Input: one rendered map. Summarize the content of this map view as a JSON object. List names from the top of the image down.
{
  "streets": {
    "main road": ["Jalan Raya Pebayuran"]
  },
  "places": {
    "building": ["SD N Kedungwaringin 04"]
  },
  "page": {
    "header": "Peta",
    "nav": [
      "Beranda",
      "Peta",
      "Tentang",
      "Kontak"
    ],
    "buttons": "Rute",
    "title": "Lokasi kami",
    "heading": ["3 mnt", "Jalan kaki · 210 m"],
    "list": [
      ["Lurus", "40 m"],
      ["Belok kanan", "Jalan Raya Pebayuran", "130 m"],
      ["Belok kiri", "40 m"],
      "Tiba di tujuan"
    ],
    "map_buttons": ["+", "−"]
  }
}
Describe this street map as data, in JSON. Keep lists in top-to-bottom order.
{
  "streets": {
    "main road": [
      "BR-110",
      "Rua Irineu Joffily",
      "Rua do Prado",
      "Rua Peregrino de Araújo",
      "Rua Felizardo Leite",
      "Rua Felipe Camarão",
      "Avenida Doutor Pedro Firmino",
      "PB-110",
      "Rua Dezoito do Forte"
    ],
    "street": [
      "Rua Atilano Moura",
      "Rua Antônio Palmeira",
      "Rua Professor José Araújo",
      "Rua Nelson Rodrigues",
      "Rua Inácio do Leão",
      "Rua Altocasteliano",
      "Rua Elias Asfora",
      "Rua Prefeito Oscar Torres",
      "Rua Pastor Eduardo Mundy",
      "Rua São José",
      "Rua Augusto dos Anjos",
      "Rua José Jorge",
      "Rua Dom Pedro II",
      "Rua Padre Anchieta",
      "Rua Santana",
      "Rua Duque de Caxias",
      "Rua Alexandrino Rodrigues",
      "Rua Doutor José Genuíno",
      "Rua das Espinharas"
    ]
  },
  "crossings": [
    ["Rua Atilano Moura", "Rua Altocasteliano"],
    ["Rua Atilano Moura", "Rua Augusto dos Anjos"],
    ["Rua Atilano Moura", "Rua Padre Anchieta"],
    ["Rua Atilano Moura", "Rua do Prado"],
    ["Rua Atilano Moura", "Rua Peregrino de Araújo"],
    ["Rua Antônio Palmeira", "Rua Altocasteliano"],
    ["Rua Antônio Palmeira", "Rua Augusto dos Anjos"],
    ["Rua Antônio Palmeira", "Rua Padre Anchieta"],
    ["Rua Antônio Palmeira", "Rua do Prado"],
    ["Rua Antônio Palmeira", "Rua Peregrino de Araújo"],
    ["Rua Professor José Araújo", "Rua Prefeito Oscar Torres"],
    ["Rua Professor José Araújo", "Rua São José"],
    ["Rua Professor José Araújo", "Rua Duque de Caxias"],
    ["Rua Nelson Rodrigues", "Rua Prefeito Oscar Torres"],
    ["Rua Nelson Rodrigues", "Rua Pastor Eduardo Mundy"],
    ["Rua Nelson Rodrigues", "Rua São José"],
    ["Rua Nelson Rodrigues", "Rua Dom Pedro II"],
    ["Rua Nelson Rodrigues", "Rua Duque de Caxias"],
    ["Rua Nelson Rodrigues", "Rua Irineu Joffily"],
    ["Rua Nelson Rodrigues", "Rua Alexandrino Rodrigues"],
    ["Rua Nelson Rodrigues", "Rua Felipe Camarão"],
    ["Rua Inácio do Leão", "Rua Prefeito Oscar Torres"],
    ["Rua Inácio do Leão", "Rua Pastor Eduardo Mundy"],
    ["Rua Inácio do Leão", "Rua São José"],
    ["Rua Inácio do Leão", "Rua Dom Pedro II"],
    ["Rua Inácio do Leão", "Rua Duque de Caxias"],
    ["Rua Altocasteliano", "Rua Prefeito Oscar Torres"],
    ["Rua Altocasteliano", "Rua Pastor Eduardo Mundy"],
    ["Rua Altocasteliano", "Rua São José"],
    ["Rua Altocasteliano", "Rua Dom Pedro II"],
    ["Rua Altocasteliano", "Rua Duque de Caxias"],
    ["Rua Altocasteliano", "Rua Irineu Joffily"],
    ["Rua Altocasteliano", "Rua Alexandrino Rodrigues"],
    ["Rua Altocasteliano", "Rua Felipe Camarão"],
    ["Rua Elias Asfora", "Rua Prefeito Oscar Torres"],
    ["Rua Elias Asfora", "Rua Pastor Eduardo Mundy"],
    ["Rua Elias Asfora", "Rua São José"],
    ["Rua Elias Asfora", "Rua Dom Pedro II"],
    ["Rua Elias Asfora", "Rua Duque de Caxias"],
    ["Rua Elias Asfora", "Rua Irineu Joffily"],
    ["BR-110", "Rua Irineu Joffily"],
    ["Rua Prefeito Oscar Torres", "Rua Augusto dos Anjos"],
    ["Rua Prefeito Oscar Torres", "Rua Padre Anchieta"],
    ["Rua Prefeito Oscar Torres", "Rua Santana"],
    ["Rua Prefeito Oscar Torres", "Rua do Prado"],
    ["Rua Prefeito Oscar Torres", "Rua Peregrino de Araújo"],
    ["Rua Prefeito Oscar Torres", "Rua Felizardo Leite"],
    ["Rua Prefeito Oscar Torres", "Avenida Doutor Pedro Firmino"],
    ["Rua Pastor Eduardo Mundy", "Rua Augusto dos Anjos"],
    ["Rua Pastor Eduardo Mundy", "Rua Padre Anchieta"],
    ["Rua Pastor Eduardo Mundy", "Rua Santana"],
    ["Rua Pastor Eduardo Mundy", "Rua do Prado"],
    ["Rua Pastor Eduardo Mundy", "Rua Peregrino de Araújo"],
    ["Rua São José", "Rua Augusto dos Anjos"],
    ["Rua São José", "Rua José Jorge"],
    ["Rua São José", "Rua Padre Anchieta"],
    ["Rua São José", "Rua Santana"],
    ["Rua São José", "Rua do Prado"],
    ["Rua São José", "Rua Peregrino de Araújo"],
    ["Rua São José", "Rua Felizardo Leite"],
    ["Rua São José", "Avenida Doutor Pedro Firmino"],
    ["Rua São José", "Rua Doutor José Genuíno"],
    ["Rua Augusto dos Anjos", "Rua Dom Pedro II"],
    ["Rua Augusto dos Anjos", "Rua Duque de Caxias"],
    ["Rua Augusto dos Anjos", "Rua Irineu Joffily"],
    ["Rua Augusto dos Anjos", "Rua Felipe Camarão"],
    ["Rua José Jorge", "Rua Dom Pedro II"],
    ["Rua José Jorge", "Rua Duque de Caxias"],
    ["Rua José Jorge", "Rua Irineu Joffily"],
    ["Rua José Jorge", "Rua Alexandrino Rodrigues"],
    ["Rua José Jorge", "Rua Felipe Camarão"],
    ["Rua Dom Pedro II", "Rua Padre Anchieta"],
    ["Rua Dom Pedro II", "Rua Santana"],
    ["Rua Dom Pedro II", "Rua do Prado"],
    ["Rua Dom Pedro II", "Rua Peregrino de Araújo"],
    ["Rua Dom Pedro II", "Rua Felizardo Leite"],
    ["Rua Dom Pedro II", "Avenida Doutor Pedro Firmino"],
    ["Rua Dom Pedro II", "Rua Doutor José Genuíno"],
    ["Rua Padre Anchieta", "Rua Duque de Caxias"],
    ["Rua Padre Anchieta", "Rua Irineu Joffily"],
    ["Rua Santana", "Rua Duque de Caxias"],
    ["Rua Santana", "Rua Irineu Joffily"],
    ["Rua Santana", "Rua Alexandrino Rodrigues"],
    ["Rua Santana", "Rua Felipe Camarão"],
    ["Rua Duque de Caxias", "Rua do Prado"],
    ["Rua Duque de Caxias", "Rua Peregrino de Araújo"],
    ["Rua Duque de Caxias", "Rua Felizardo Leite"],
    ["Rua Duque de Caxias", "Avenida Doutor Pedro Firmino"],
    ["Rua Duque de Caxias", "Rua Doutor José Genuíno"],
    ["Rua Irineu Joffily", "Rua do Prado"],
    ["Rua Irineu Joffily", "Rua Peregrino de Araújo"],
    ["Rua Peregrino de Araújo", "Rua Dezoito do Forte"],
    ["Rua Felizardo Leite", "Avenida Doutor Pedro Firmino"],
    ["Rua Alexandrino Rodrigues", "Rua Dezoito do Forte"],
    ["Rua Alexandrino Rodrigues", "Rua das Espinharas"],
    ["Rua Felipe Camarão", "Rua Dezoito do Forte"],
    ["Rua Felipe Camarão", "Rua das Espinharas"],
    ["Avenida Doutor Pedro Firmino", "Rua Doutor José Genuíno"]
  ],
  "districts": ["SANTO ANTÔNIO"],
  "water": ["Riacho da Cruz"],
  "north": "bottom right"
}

§ Task objective
Return only those lines of the records that contain the string "Leite".

§ Response to the task
      "Rua Felizardo Leite",
    ["Rua Prefeito Oscar Torres", "Rua Felizardo Leite"],
    ["Rua São José", "Rua Felizardo Leite"],
    ["Rua Dom Pedro II", "Rua Felizardo Leite"],
    ["Rua Duque de Caxias", "Rua Felizardo Leite"],
    ["Rua Felizardo Leite", "Avenida Doutor Pedro Firmino"],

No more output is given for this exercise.